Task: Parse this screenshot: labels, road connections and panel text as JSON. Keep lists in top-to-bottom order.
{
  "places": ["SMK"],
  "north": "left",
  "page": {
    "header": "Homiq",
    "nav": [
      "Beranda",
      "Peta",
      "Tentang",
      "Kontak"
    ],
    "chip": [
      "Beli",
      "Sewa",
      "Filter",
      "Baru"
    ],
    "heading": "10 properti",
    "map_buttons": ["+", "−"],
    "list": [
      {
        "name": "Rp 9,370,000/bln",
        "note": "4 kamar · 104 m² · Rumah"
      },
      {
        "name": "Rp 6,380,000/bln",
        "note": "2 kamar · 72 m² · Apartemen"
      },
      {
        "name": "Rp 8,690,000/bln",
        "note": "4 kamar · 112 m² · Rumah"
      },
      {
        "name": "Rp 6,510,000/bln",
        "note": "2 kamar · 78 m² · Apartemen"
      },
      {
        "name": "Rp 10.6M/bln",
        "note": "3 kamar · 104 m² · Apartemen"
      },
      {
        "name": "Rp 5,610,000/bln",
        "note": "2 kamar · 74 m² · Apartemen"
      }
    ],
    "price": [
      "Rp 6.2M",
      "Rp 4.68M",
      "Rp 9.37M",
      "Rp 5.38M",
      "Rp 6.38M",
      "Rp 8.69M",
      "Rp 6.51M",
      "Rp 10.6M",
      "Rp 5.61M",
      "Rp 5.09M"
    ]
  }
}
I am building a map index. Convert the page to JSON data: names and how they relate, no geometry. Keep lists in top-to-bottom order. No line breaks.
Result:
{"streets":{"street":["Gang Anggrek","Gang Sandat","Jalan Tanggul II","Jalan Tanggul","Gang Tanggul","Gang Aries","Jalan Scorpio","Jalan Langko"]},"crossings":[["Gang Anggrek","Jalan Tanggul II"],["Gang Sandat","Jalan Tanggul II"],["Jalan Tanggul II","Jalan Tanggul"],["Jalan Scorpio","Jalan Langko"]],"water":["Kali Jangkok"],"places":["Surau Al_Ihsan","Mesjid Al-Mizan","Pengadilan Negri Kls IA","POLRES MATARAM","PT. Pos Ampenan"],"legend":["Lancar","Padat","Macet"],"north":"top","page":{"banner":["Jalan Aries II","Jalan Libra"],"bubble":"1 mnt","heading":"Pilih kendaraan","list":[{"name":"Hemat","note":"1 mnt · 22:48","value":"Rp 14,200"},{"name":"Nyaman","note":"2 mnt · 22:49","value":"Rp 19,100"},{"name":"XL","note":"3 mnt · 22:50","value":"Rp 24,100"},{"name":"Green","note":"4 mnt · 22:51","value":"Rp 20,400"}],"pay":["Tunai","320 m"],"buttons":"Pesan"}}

> **Task objective**: Among the lines above, please count those that contain the string "lists" and write the number by itself.

> **Answer to this problem**: 2